Wednesday, July 10, 2019

Participant Perspective - Aneesa Addarich

Students taking part in the Council for Opportunity in Education Keith Sherin Global Leaders Program have been tasked with documenting one day out of their journey in The Hague, Netherlands.

Aneesa is a student at the State University of New York - Binghamton.  She is a member of TRIO Student Support Services. 


Blog Date:  July 5, 2019


This mirror at the Humanity House summed up my day very well in one photo. The point of the mirror was to put you in the shoes of a refugee who feels invisible, so when you look in the “mirror” you don’t see yourself. It is an unsettling feeling to be looking in a mirror but unable to see yourself. On a surface level, it reminded me of how I felt every morning for the past week because there are no long mirrors in the dorms, so I never know what my outfit looks like before I walk out of the door. I get dressed and hope for the best. This is has been an adjustment for someone who usually checks the mirror 15 times before I leave the house. On a personal level, the mirror reminded me of how this trip has already changed how I look at myself and how I think others look at me. Everyone has an image of themselves in their head, what we think other people see when they look at us. Looking in the mirror, I saw nothing but I knew I was there. I could feel the weight of my body, my feet on the floor. But in the mirror, who was I if I couldn’t see myself? Being in a new country is a highly conscious moment of the differences between who you are and you hope to be when you are abroad. All of the sudden you are aware of your unconscious mannerisms and regular habits. You notice how you always pull doors that usually push. You notice your body feeling tired when it’s still daylight outside (even though it’s 10pm). You notice how you hesitate to drink the water you just filled up in the bathroom sink. I have become very sensitive to everything that I am, everything that I do, everything that makes me who I am, because those things make me different here. When I look in the mirror at home I look exactly how I think I do. When I look in the mirror here I see nothing, and I am left with the nagging question of who do I want to be in this unfamiliar land?
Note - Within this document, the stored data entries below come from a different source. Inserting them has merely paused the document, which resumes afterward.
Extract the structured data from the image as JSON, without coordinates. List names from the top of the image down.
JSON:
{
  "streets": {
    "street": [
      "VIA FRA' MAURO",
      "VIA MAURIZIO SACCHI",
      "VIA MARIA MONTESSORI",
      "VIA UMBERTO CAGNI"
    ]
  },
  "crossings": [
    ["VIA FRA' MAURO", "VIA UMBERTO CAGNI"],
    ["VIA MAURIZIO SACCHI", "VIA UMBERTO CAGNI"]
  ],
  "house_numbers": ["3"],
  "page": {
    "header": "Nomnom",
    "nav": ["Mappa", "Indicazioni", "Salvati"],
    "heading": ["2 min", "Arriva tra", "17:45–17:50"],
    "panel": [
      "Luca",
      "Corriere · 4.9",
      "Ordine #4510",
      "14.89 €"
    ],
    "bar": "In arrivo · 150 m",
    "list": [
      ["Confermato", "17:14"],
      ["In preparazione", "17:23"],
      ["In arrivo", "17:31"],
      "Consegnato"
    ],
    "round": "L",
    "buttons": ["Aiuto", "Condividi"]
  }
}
In my head I am: Aneesa, freshly turned 20 year old, college student, book lover, Barista, future world traveler.

To the guy in the Lighthouse Cafe I am: girl who doesn’t know how to open a garbage can.

Traveling is a whirlwind of emotions. Highs and lows. Today was my favorite day so far. I ate (many samples of) cheese, Greek food, ice cream and my daily stroopwaffle. I am grateful for everything I’ve learned and everyone I met. I’m ending the day feeling very grateful and introspective about my place in New York, in the United States, in the Netherlands, in the world, in relationships with friends and family, and most importantly with myself.